I bet nothing beats the serenity a developer enjoys while sleeping peacefully at night knowing their code won’t break on production. But it’s only as ideal as it sounds. This is because when your code is out there in the wild, it’s fighting battles with users you’ve never thought existed and cases that you couldn’t have possibly even dreamt of. 

The downside of a production issue on your Frontend can have direct implications on your business and customers. So while you can’t always write bug free code, you can always write air-tight tests to prevent your buggy code from reaching production in the first place. 

Shiprocket is growing at an incredible rate, both in terms of the product and technology. As more popular brands start trusting us with their shipping needs, our growing team of engineers found it absolutely necessary to introduce code coverage and unit testing for our Frontend application. But how did we set up unit testing for our application? How did we implement the code coverage workflow? How did we decide it was worth the efforts, time and investments? 

In this post, I’ll answer the above questions for you and walk you through everything you need to know about Frontend unit testing and code coverage. 

Should you be bullish on Testing?

If writing and setting up tests was so easy, we probably wouldn’t be talking about it so proudly here. In fact, most developers and teams shy away from automated testing merely because they feel the time and efforts invested aren’t worth it. 

They’re probably right, but only if they have analyzed this holistically with respect to their product, tech-stack and team. The first thing you need to understand about automated testing is the stronger you want it to be, the more time consuming it becomes. 

Here’s a simple yet underrated evaluation criteria. How much time does it take a developer to fix a production bug in contrast to the time required to write and validate tests for that feature? Here’s another one. How many of those and similar bugs are prevented in the near future once that feature is wrapped with test cases?

For us, the problem was the growing product, frontend code, and engineers who’re contributing every now and then to release features rapidly. We didn’t want to wait for a time where we had no choice. We needed a testing workflow for our Angular application where every developer can test their own features in isolation with a coverage benchmark that had to be passed before their code can be merged in our codebase. However, at the same time, we wanted it to be a relatively quick process. 

The Testing Pyramid

So we agreed on introducing testing and code coverage in our workflow. Typically, there are three kinds of tests:

E2E

It stands for End to End testing. In this type of testing, the entire software or application is tested with respect to its interaction with external entities like a web service, data pipeline, etc. It’s the complex type of testing and is the most difficult and time consuming to set up and implement.

Integration testing

Integration testing allows developers to test complete features or standalone modules of the application. It’s simpler and takes less time than E2E, but overall is still relatively complex and time consuming. 

Unit testing

It’s the easiest to setup, simple and to implement and is the least time consuming process. Unit tests govern individual UI elements or components of a feature, module or a page (if we’re talking about single page applications). 

Testing Pyramid Graphic 

All types of tests are important, but in this post we’ll focus on how we introduced unit testing in our application.

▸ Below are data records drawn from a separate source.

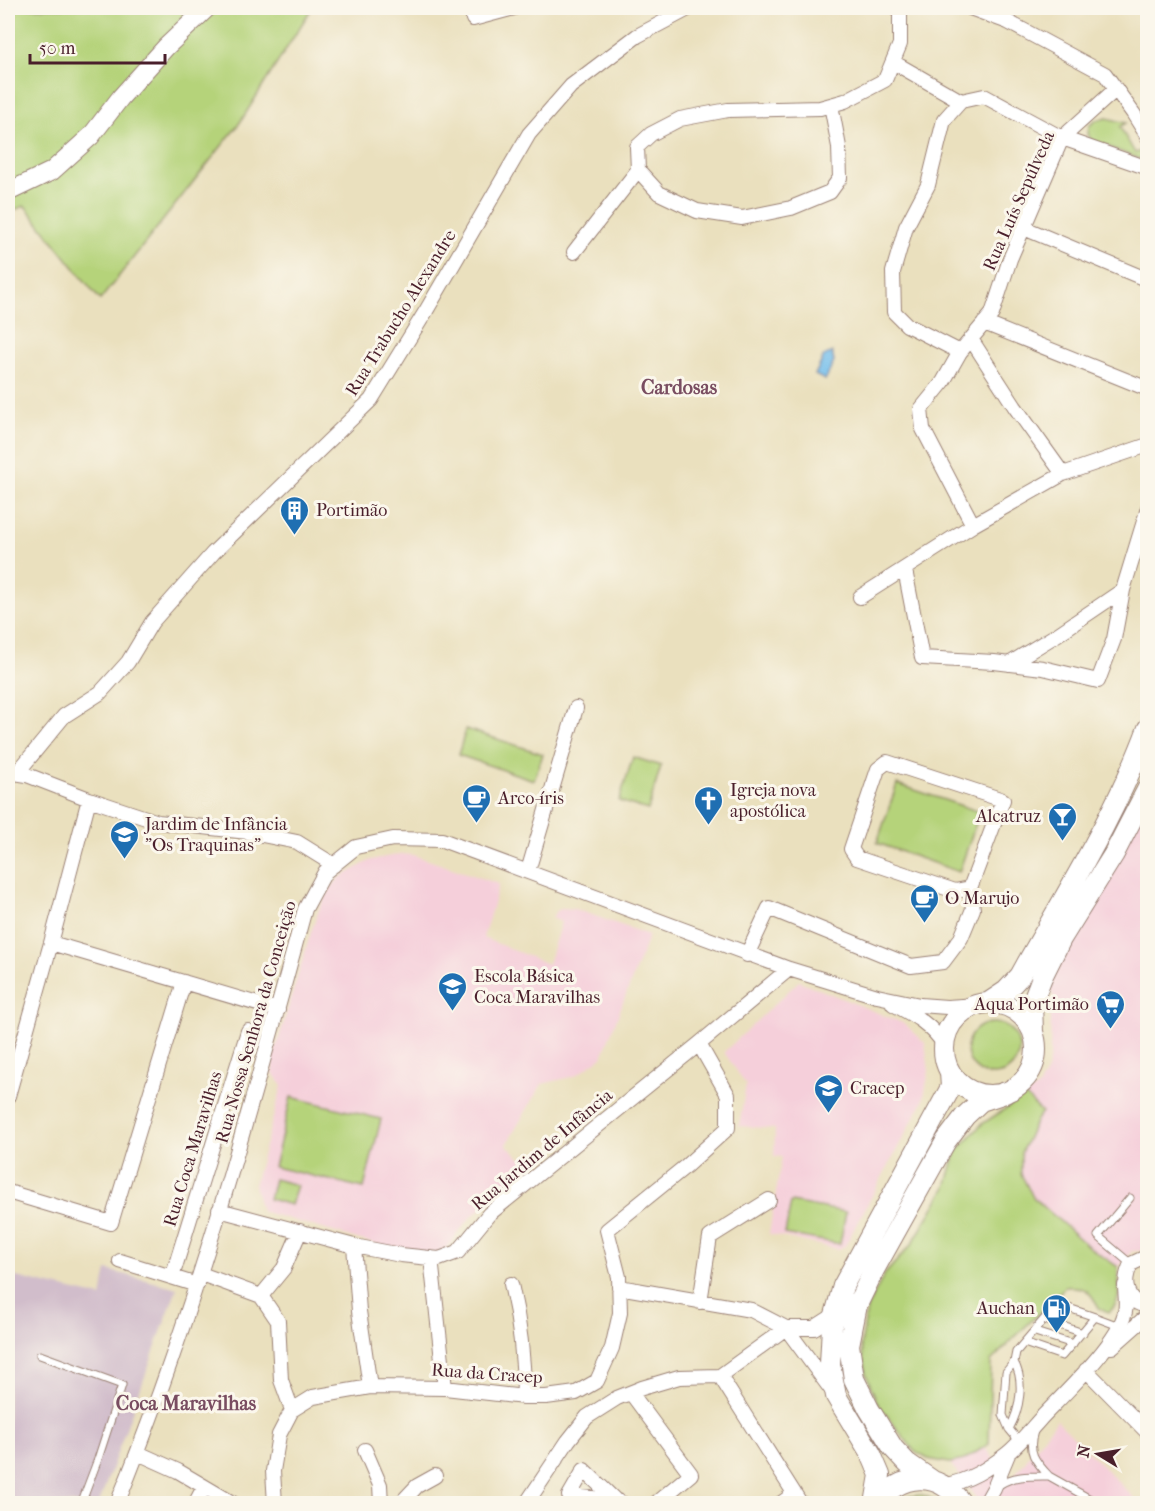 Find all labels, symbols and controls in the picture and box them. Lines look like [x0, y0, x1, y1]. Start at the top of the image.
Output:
scale bar [30, 27, 165, 65]
text: 50 m [39, 38, 76, 59]
street label: Rua Luís Sepúlveda [979, 127, 1059, 274]
street label: Rua Trabucho Alexandre [341, 226, 461, 400]
district label: Cardosas [641, 376, 718, 399]
building icon: Portimão [279, 494, 311, 536]
place label: Portimão [316, 500, 387, 521]
place label: Igreja nova apostólica [730, 780, 817, 822]
cafe icon: Arco-íris [461, 782, 493, 824]
church icon: Igreja nova apostólica [693, 784, 725, 826]
place label: Arco-íris [497, 788, 564, 809]
bar icon: Alcatruz [1046, 800, 1078, 842]
place label: Alcatruz [975, 806, 1041, 827]
place label: Jardim de Infância "Os Traquinas" [143, 814, 288, 856]
school or university icon: Jardim de Infância "Os Traquinas" [108, 818, 140, 860]
cafe icon: O Marujo [908, 882, 940, 924]
place label: O Marujo [945, 888, 1020, 909]
street label: Rua Nossa Senhora da Conceição [211, 898, 301, 1146]
place label: Escola Básica Coca Maravilhas [474, 966, 601, 1008]
school or university icon: Escola Básica Coca Maravilhas [437, 970, 469, 1012]
supermarket icon: Aqua Portimão [1094, 988, 1126, 1030]
place label: Aqua Portimão [973, 994, 1089, 1015]
street label: Rua Coca Maravilhas [159, 1068, 227, 1229]
school or university icon: Cracep [813, 1072, 845, 1114]
place label: Cracep [850, 1078, 905, 1099]
street label: Rua Jardim de Infância [467, 1084, 617, 1215]
fuel station icon: Auchan [1040, 1292, 1072, 1334]
place label: Auchan [976, 1298, 1036, 1319]
street label: Rua da Cracep [431, 1360, 544, 1388]
district label: Coca Maravilhas [116, 1392, 257, 1415]
north arrow [1068, 1424, 1128, 1484]
text: N [1073, 1443, 1094, 1459]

Set up Unit Tests in an Angular Application

Good for us, Angular comes pre configured with Jasmine and Karma to support unit testing out of the box. Thus we didn’t have to do any additional manual setup.

However, to automate the testing process, we took the help of git hook.  Here we use Husky for running our pre-commit and pre-push hooks. After setting hooks, every time a new code is pushed, it’s tested against the written unit test cases. Here’s how our pre-push hook looked like:

But what impact did writing unit tests have on our product and application? Let’s take a deeper dive into some of our unit tests and our thought process.

Insights of our Unit Tests

The most convenient way to use Shiprocket is on a laptop or desktop. Here’s how that looks like:

But at the same time, any seller can also access their seller panel on their mobile device. 

Notice that the mobile view has a quick navigation bar at the bottom, that’s absent from the desktop view. That’s just good UX practice, but we made this implementation fool proof by writing a unit test for this. 

Test Case:  Bottom navbar should only be visible on mobile not on desktop view.

So now the above test case would ensure that the bottom navigation bar is completely visible on mobile devices and it’s hidden on medium to large screens or desktop devices. Here’s a glimpse of that test case:

Our breakpoint here is 767 pixels. Anything beyond that should hide the bottom navbar. Anything less than that, should show the bottom navbar. To validate the visibility of the navbar, we check it’s height to be zero or non-zero in these conditions. 

Test Case 2: A form without values, should be invalid

Here’s a common scenario most front-end folks encounter. Form validations! Frontend forms are bound to have validations to optimize API based validations, prevent unexpected user flows and invalid form submissions. 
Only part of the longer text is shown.